What is needed
Would you copy out each line of the records below that includes the word "stream"?

Data for the task
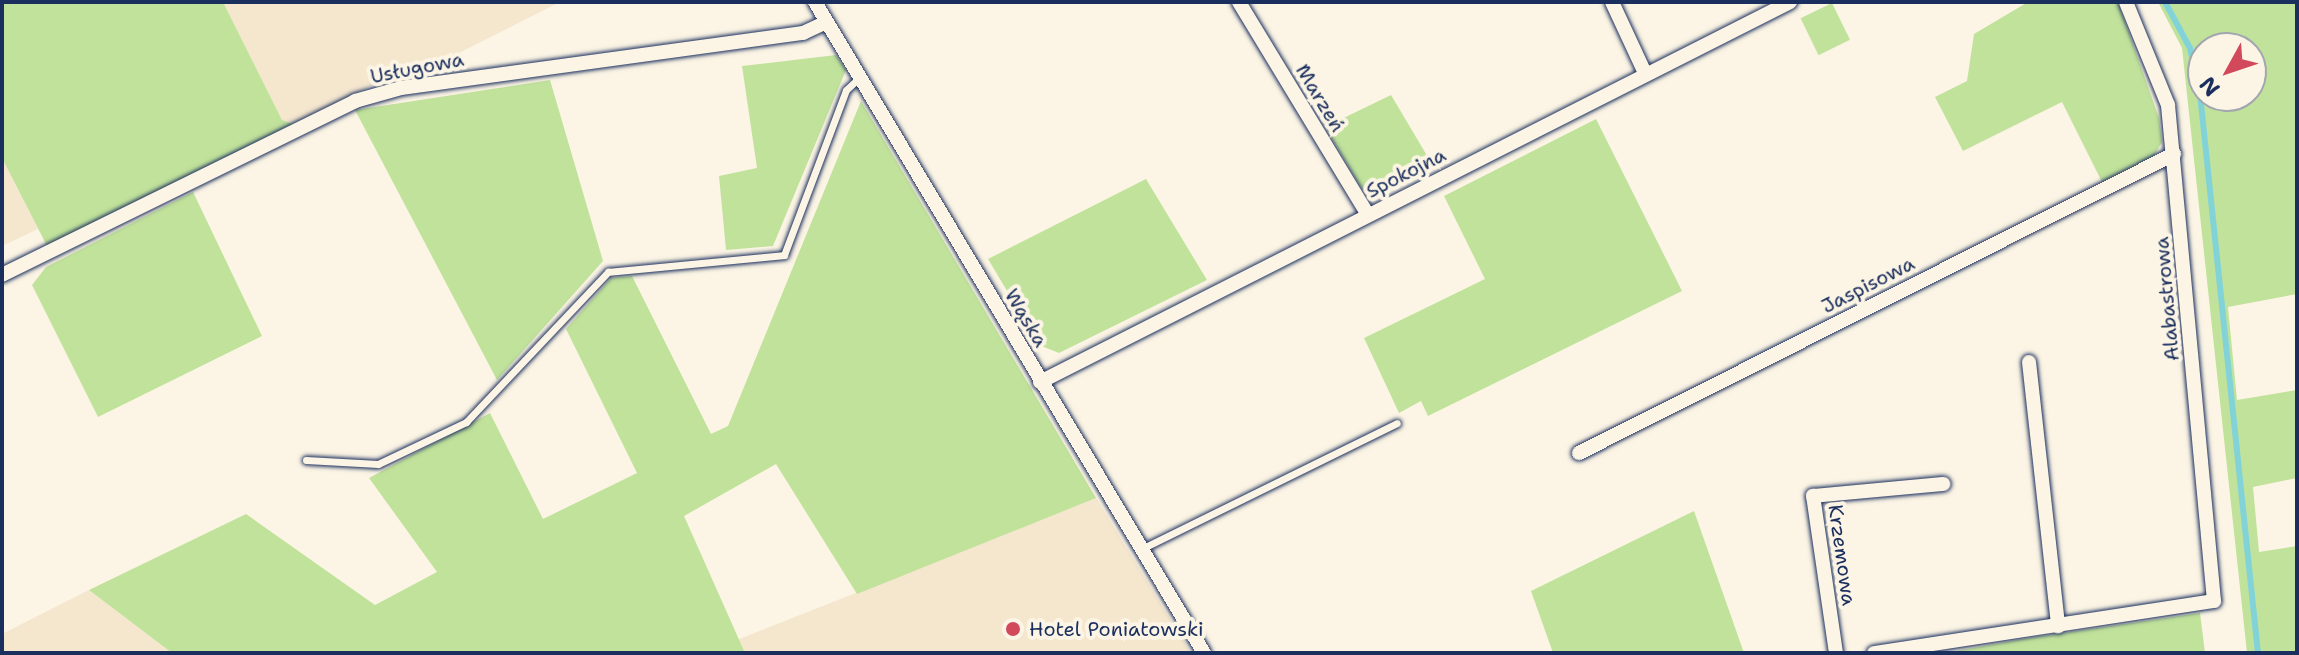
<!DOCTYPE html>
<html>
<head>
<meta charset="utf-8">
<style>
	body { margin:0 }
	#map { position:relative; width:2299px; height:655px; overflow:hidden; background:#fcf5e5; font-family:"Shantell Sans",sans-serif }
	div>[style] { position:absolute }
	.built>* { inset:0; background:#f5e6ce }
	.green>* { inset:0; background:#c1e29b; transform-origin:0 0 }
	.stream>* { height:6px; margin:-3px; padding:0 3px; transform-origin:3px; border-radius:3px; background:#82d3d8 }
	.roads { filter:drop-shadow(0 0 2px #1b2f5e) drop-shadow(0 0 2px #1b2f5e) }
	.lane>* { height:7px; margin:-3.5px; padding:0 3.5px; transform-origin:3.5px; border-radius:3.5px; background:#fcf5e5 }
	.street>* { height:14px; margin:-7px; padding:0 7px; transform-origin:7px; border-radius:7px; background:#fcf5e5 }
	.dots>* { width:22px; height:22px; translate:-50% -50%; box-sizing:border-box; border:4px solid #fcf5e5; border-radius:50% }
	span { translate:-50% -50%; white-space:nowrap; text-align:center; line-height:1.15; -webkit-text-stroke:8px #fcf5e5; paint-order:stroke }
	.street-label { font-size:20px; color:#1b2f5e }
	.poi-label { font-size:20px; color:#1b2f5e }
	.left { translate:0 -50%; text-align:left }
	.frame { position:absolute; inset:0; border:4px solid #1b2f5e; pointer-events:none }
	.north { position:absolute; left:2187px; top:32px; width:80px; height:80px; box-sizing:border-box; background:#fcf5e5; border:2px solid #a2a6af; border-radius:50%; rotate:230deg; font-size:22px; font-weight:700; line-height:32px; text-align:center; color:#1b2f5e }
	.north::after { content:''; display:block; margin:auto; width:28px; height:36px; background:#d1495b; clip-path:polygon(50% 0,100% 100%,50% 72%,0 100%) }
</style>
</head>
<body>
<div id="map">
	<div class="built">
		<i style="clip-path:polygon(223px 2px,560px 2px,405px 80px,398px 72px,293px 124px,282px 120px)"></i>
		<i style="clip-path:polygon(2px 158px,38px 229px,2px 246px)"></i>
		<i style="clip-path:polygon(1096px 498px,1191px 653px,745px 653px,739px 639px)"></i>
		<i style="clip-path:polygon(89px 590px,172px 653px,2px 653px,2px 634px)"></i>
	</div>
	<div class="green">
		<i style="clip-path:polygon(2px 2px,223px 2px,282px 120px,293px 124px,47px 246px,2px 158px)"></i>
		<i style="clip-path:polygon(2028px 2px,2118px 2px,2159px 118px,2162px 142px,2154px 156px,2102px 182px,2062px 102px,1963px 151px,1935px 97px,1967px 81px,1974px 34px)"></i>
		<i style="clip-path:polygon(evenodd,2158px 2px,2297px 2px,2297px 294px,2228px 307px,2237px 400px,2297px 390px,2297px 478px,2253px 487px,2259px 552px,2297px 546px,2297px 653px,2247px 653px,2182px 48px,2158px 2px,2203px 48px,2251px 48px,2251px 96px,2203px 96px,2203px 48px)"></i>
		<i style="left:1832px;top:3px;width:41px;height:35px;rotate:64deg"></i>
		<i style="clip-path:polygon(836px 55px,846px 70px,773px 246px,726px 250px,719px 176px,757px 168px,742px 66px)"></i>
		<i style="clip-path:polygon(550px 80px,603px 261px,497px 380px,355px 110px)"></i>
		<i style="clip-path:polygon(1391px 95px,1432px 164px,1374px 193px,1362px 189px,1325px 127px)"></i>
		<i style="clip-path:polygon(861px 101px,1096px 498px,857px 594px,776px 464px,684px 516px,745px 653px,172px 653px,89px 590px,246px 514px,375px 605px,437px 572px,369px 478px,490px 413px,543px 519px,637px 473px,566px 329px,611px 278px,632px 276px,711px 434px,728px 426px)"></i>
		<i style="clip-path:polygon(1596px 119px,1682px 291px,1428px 416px,1421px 401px,1399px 413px,1364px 338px,1485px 279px,1444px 196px)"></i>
		<i style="clip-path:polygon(1146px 179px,1207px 280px,1059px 353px,1039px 345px,988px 259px)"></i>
		<i style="clip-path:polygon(193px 192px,262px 336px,98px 417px,32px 285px,46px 267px)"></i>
		<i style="clip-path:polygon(1694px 511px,1744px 653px,1553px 653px,1531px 591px)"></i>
		<i style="clip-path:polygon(2200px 613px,2205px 653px,1945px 653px,2022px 639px)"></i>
	</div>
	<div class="stream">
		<i style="left:2165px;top:2px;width:52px;rotate:61.5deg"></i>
		<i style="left:2190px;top:48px;width:47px;rotate:77.7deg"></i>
		<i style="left:2200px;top:94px;width:562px;rotate:84.08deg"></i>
	</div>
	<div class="roads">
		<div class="lane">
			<i style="left:306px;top:460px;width:72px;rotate:3.2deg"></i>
			<i style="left:378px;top:464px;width:98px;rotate:-25.5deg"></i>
			<i style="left:466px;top:422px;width:207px;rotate:-46.6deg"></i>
			<i style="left:608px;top:272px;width:177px;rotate:-5.5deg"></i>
			<i style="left:784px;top:255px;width:176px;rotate:-69.4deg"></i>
			<i style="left:846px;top:90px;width:18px;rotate:-43deg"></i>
			<i style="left:1141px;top:549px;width:285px;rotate:-26.2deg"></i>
		</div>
		<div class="street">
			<i style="left:815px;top:2px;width:758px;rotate:59.14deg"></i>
			<i style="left:1239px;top:2px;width:249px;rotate:58.8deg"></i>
			<i style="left:1612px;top:2px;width:78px;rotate:65.1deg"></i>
			<i style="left:2px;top:275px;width:394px;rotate:-26.2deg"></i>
			<i style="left:355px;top:101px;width:48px;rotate:-15.8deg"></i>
			<i style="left:401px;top:88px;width:406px;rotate:-7.8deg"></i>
			<i style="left:803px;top:33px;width:26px;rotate:-25deg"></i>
			<i style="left:2029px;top:362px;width:266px;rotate:83.7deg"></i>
			<i style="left:1040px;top:382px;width:841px;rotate:-26.87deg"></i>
			<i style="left:1579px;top:453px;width:666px;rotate:-26.68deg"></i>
			<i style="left:1836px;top:653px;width:159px;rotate:-98.3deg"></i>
			<i style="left:1813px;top:496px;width:131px;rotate:-5.3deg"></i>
			<i style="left:1874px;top:653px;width:344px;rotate:-8.7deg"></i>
			<i style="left:2214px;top:601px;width:498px;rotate:-95.3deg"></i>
			<i style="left:2168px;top:105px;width:111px;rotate:-112.2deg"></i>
		</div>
	</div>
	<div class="dots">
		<i style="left:1013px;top:629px;background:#d1495b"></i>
	</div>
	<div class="street-label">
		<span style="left:417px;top:68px;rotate:-11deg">Usługowa</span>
		<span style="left:1320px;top:98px;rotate:59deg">Marzeń</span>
		<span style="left:1406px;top:173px;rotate:-27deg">Spokojna</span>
		<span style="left:1868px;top:285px;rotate:-27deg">Jaspisowa</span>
		<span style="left:2167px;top:299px;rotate:-95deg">Alabastrowa</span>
		<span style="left:1026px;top:318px;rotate:59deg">Wąska</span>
		<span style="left:1842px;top:555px;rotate:82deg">Krzemowa</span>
	</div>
	<div class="poi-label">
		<span class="left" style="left:1029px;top:629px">Hotel Poniatowski</span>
	</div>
	<div class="frame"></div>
	<div class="north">N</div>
</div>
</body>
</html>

Task solution
	.stream>* { height:6px; margin:-3px; padding:0 3px; transform-origin:3px; border-radius:3px; background:#82d3d8 }
	<div class="stream">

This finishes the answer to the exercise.